Remember 2021? When Web3 was going to replace the entire internet, NFTs were the future of art, and every startup had “blockchain” in its pitch deck? Three years later, the hype has collapsed, billions in speculative value have evaporated, and the true believers have either gone quiet or pivoted.
But here’s the thing: not everything died. Some Web3 technologies survived the hype cycle and are quietly proving their value in real-world applications. Here’s an honest look at what made it and what didn’t.
What Died
Speculative NFTs. The $69 million Beeple sale. Bored Ape Yacht Club. CryptoPunks as status symbols. The idea that a JPEG was an “investment” has been thoroughly debunked. Most NFT collections have lost 90-99% of their peak value, and trading volume has collapsed. The speculative NFT market is, for all practical purposes, dead.

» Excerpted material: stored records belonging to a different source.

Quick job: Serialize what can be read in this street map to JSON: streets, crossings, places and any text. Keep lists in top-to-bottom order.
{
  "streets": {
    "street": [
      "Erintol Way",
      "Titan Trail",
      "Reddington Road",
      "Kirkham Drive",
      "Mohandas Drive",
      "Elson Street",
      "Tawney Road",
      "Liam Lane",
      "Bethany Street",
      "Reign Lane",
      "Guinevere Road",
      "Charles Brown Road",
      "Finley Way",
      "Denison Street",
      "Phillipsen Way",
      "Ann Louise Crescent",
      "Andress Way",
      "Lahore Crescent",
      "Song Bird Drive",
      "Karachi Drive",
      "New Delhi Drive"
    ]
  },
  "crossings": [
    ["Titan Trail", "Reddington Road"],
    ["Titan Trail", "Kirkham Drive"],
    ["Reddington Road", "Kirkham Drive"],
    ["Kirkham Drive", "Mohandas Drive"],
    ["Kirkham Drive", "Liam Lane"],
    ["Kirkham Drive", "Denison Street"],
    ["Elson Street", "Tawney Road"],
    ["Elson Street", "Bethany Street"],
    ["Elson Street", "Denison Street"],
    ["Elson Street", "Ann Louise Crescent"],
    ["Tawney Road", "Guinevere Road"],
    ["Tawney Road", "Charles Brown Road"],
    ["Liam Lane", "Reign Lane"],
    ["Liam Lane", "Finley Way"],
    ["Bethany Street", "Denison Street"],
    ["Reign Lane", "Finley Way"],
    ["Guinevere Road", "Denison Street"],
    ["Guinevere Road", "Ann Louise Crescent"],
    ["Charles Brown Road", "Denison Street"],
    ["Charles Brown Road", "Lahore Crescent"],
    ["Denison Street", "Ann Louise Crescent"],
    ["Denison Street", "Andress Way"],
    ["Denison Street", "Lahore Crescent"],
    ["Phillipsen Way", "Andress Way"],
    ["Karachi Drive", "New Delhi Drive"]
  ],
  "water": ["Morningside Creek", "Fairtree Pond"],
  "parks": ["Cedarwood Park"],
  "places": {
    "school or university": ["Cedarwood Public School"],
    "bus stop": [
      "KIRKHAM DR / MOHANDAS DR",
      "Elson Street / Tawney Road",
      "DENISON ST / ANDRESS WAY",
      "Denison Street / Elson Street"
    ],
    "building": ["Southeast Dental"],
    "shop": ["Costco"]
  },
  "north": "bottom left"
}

“Metaverse” real estate. Companies selling virtual land in platforms like Decentraland and The Sandbox generated hundreds of millions in sales — for digital plots in virtual worlds that nobody actually uses. The metaverse-as-real-estate play was a speculative bubble, and it has burst completely.
Play-to-earn games. Axie Infinity and its imitators promised that people could earn a living playing blockchain games. The economic model was unsustainable — it essentially required a constant stream of new players to fund the earnings of existing ones. It was, structurally, a Ponzi scheme with game mechanics.
Most DAOs. Decentralized Autonomous Organizations were supposed to replace traditional corporate structures. In practice, most suffered from voter apathy, plutocratic governance (one token = one vote favors the rich), and an inability to make decisions efficiently. A few survive, but the DAO revolution never happened.
What Survived
Stablecoins. Digital currencies pegged to fiat currencies (like USDC and USDT) have become essential infrastructure for international payments. In countries with unstable currencies, stablecoins provide a genuine lifeline for preserving savings and conducting cross-border transactions. This is real, valuable utility.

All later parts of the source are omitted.